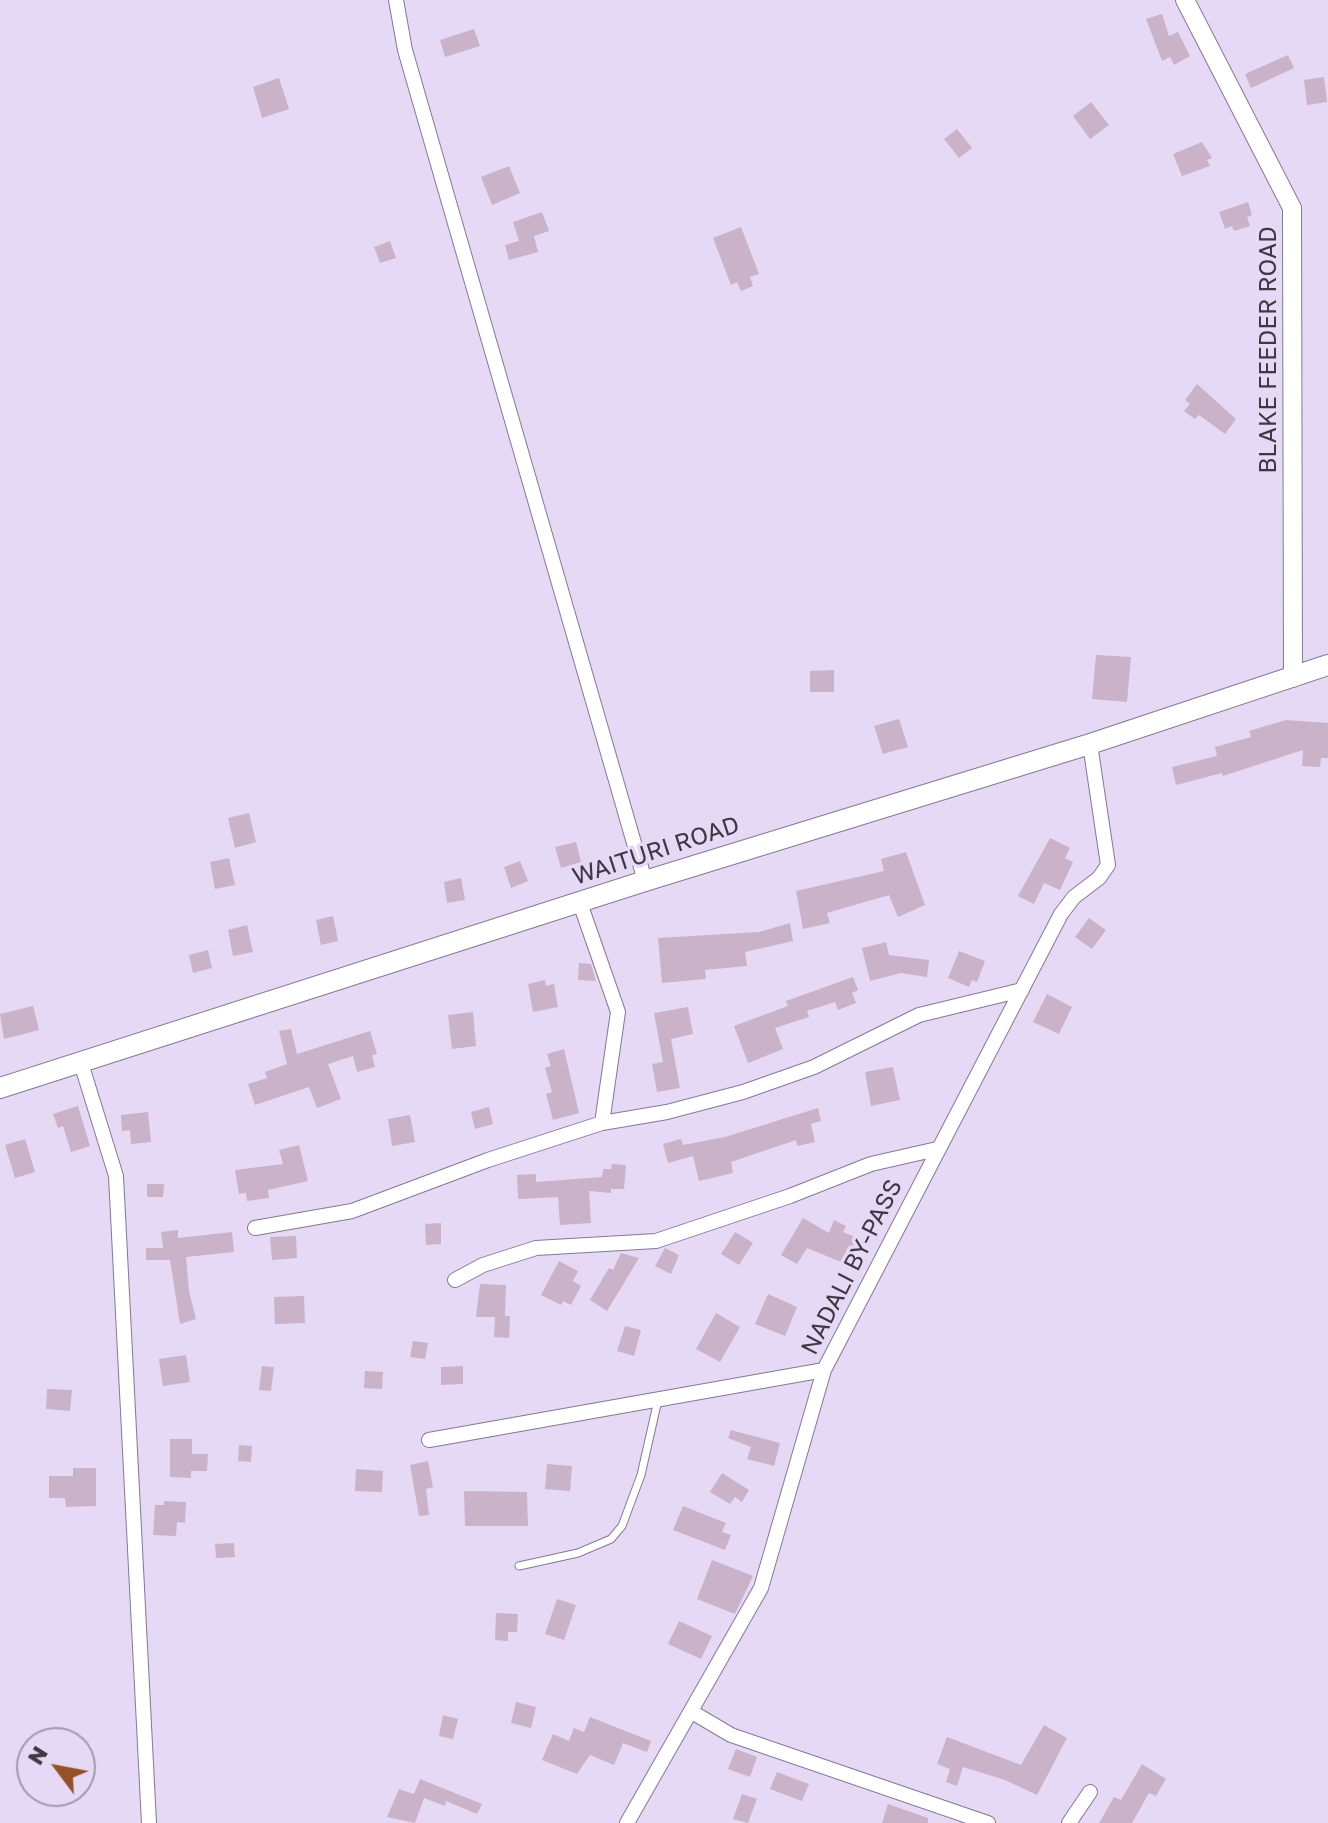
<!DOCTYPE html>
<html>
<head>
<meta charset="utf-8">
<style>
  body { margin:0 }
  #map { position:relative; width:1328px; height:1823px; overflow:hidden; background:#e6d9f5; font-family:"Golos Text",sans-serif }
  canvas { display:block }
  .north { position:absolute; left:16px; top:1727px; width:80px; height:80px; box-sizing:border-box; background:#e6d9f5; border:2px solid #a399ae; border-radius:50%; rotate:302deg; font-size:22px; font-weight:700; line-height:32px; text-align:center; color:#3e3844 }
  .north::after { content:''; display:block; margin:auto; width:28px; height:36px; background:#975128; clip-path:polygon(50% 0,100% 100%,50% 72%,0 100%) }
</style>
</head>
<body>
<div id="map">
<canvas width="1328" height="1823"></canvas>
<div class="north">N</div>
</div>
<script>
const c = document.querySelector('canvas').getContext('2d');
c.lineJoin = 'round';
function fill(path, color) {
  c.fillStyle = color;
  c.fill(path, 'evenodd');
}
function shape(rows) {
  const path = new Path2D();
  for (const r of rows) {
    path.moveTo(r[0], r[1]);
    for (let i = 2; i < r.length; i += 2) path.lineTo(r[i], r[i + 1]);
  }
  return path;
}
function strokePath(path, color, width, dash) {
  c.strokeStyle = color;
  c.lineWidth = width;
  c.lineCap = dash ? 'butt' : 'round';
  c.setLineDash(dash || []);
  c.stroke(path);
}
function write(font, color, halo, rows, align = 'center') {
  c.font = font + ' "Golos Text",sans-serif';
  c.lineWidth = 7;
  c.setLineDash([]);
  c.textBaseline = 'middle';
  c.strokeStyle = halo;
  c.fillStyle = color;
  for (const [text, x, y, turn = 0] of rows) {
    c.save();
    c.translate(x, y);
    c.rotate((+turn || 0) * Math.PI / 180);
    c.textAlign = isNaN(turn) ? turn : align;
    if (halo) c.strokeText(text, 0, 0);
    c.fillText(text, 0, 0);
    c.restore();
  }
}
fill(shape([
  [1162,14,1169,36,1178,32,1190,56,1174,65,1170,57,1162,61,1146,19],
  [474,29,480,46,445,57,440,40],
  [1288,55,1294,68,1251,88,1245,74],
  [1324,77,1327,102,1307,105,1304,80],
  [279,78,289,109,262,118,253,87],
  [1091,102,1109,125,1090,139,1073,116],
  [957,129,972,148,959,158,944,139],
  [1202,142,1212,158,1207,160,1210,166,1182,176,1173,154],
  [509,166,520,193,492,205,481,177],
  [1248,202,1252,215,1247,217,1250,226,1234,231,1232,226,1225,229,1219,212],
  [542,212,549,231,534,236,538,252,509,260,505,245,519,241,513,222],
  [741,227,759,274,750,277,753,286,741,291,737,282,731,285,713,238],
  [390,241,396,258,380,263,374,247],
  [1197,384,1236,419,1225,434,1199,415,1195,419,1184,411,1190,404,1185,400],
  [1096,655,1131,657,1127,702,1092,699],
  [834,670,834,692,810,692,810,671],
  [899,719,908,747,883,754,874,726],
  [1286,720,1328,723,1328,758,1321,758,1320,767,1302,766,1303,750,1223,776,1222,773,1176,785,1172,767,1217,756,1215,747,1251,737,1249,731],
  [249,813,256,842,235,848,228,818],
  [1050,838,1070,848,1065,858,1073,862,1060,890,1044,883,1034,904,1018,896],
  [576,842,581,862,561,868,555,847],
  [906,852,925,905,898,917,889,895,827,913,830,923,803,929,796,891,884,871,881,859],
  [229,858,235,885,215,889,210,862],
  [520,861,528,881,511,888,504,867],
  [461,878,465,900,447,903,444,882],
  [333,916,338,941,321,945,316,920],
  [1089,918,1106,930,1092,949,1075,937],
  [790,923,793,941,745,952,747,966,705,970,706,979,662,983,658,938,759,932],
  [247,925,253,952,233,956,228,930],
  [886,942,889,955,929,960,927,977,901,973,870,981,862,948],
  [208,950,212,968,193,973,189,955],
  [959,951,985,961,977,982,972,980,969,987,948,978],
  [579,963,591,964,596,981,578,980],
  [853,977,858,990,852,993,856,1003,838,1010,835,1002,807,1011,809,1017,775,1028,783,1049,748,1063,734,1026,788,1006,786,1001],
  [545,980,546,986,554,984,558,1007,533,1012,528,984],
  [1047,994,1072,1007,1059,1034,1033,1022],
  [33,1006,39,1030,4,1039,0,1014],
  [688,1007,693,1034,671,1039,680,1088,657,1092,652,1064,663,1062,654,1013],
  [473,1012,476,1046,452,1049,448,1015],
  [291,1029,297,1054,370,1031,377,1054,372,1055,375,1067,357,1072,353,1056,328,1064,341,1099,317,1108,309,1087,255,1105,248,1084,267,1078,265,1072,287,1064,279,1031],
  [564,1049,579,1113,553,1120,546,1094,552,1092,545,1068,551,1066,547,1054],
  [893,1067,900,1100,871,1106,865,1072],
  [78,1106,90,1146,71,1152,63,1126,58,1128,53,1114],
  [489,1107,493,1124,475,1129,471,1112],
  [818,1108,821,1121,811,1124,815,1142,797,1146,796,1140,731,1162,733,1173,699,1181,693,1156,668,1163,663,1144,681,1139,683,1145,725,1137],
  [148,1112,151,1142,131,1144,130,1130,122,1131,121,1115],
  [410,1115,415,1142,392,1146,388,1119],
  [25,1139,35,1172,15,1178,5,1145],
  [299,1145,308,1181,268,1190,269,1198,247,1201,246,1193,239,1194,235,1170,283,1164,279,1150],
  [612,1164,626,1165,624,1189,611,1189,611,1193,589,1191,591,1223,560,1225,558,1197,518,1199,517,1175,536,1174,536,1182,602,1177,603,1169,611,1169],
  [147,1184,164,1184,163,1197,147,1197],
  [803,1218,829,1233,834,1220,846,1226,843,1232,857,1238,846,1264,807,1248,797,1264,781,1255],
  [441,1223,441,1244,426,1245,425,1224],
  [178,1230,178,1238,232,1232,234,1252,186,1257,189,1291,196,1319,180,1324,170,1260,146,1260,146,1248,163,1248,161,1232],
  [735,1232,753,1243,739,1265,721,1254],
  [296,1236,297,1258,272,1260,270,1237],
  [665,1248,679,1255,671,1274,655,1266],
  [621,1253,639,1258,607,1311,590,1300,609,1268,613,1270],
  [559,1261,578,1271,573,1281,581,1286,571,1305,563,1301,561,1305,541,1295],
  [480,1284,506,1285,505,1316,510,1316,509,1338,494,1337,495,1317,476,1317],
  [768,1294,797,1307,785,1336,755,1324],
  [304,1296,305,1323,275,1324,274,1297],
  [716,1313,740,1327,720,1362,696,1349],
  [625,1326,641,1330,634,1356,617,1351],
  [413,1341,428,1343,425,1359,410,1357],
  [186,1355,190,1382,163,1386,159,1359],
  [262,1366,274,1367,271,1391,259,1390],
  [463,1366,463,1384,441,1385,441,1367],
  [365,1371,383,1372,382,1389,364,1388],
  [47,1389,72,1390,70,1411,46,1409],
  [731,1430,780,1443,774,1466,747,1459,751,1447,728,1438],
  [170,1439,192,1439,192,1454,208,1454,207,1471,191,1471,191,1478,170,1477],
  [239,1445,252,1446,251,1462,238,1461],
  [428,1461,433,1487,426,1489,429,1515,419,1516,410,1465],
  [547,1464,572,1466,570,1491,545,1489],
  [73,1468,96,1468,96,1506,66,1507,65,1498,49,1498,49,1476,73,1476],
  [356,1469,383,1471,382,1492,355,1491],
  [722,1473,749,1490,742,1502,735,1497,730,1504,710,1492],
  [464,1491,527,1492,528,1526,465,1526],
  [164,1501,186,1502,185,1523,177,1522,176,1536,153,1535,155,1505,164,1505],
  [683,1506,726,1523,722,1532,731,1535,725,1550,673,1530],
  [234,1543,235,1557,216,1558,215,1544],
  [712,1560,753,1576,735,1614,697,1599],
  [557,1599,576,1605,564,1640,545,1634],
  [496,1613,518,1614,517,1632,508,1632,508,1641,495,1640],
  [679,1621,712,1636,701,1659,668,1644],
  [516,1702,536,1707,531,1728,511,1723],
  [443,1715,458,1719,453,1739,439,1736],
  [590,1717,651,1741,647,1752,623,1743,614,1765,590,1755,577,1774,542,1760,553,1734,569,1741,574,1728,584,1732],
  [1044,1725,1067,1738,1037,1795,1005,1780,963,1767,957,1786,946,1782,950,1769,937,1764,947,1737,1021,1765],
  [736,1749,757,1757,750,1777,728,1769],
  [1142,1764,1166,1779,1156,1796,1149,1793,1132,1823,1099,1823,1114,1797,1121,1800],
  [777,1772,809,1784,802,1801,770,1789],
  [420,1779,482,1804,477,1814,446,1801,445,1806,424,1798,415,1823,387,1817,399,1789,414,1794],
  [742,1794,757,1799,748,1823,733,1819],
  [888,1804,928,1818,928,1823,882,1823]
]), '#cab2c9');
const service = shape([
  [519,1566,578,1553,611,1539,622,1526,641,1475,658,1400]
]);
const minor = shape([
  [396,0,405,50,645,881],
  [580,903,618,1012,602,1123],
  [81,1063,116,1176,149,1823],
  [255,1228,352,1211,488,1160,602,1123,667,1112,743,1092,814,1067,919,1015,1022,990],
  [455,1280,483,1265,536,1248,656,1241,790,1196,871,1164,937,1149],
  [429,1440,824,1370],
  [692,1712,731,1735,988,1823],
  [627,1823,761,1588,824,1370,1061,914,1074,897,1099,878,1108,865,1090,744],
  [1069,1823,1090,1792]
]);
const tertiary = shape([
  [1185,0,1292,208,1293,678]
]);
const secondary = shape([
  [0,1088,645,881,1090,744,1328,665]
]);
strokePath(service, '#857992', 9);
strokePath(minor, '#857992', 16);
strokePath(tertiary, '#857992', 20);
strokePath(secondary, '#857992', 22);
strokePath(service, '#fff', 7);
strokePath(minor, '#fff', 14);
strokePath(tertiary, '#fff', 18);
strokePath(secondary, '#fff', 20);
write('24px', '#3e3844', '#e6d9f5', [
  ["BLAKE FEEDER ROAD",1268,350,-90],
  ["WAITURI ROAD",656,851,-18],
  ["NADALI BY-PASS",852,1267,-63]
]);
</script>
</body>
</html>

----------

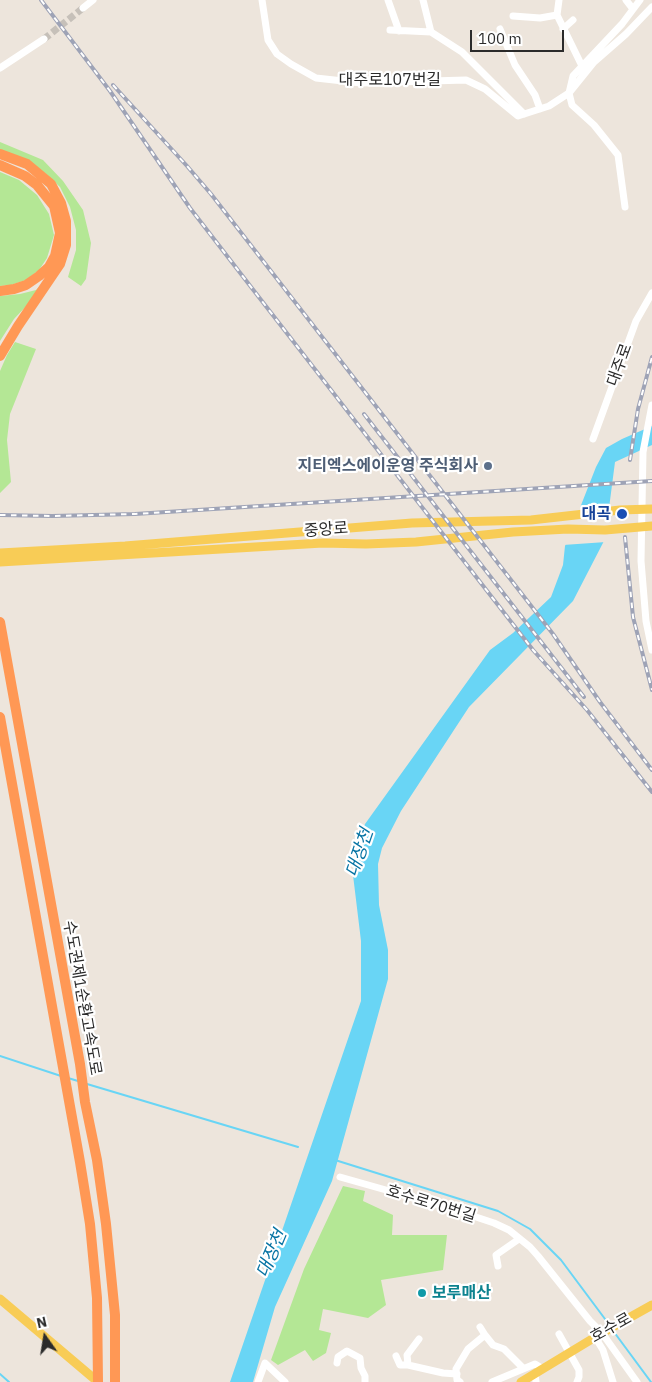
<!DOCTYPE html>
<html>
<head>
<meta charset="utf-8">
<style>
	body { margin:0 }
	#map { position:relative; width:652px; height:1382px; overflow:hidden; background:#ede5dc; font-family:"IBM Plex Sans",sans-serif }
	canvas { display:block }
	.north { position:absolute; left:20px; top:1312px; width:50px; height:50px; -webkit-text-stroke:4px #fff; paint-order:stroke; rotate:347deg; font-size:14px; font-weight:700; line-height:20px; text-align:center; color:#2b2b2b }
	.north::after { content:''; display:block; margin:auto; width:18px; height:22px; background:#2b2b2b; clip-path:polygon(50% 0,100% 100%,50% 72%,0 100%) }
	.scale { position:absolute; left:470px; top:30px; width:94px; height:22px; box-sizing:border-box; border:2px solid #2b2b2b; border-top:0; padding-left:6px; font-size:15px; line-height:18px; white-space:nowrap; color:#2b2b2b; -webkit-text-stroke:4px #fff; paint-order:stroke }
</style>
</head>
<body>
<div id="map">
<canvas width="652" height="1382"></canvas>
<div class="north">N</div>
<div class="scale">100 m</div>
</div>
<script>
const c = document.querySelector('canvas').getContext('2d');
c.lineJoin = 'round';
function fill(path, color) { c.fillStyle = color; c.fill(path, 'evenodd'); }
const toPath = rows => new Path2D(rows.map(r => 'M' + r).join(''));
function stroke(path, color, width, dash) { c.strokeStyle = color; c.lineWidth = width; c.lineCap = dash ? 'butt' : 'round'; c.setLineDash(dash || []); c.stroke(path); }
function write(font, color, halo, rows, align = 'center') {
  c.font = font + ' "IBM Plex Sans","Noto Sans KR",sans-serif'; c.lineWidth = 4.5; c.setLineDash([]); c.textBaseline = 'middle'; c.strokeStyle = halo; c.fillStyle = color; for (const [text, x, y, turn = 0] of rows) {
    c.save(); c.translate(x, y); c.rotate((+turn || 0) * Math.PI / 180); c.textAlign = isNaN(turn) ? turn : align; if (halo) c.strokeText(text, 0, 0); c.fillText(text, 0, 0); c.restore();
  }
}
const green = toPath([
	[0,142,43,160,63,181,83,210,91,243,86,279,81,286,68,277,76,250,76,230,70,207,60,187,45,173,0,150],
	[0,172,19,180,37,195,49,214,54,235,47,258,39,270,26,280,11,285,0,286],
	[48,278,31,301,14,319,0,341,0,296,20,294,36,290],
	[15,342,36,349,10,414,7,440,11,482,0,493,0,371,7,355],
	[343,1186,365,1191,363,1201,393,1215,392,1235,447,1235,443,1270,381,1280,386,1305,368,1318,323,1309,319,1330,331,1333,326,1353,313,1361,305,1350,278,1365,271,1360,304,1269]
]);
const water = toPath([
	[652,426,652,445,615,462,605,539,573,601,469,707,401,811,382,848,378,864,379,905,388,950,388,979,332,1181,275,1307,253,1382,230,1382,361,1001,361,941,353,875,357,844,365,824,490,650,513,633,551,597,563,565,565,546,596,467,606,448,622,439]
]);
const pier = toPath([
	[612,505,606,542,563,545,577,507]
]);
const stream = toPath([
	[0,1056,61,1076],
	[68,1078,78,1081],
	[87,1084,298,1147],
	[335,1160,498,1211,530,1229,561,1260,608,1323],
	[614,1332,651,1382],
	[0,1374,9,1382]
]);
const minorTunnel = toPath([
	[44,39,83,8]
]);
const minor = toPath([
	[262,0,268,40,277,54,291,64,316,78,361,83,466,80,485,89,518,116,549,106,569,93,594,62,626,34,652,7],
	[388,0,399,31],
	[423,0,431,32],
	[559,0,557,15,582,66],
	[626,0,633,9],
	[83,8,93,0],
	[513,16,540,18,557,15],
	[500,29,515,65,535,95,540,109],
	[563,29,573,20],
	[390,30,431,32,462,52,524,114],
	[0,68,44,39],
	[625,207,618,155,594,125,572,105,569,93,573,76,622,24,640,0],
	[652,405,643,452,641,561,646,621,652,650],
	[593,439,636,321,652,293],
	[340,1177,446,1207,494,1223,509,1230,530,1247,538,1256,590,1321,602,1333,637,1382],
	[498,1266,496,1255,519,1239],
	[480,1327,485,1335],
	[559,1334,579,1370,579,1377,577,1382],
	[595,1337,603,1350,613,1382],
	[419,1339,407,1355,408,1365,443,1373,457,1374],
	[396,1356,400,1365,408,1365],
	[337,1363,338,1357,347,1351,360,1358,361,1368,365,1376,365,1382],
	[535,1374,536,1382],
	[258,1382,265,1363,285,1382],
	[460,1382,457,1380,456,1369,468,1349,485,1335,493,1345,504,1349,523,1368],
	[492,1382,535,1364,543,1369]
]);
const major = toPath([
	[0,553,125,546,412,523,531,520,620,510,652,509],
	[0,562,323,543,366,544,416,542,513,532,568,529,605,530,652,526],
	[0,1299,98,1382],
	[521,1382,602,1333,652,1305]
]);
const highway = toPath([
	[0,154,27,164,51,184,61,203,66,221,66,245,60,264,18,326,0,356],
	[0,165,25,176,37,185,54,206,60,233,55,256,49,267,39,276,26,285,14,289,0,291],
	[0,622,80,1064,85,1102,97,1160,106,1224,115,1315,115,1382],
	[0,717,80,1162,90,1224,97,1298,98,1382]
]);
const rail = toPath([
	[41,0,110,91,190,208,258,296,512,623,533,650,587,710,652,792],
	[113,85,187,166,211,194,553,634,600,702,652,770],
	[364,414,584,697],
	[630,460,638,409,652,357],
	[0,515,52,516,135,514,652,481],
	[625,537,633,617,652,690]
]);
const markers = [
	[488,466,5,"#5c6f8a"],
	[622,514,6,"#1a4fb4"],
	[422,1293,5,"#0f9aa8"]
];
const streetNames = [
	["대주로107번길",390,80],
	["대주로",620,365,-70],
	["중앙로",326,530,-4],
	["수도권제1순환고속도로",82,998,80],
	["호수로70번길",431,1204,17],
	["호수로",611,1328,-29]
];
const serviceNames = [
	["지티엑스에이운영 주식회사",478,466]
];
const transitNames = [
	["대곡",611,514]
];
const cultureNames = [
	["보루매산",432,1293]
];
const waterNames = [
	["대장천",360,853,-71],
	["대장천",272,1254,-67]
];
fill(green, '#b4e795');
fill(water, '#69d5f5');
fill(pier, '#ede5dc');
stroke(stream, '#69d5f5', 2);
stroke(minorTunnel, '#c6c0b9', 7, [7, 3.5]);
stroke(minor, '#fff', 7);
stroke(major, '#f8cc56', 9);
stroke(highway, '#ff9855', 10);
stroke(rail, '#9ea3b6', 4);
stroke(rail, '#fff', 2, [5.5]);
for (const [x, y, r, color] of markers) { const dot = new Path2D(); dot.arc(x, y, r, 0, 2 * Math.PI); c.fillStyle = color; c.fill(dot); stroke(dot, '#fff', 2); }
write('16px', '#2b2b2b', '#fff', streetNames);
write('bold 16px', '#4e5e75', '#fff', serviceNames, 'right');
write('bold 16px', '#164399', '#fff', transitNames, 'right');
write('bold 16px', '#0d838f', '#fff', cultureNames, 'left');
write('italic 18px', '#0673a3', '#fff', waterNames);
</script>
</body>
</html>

----------

■ **Work to be completed**: In the data above, how many lines contain the word "middle"? Only the number is wanted.

■ **Reply**: 2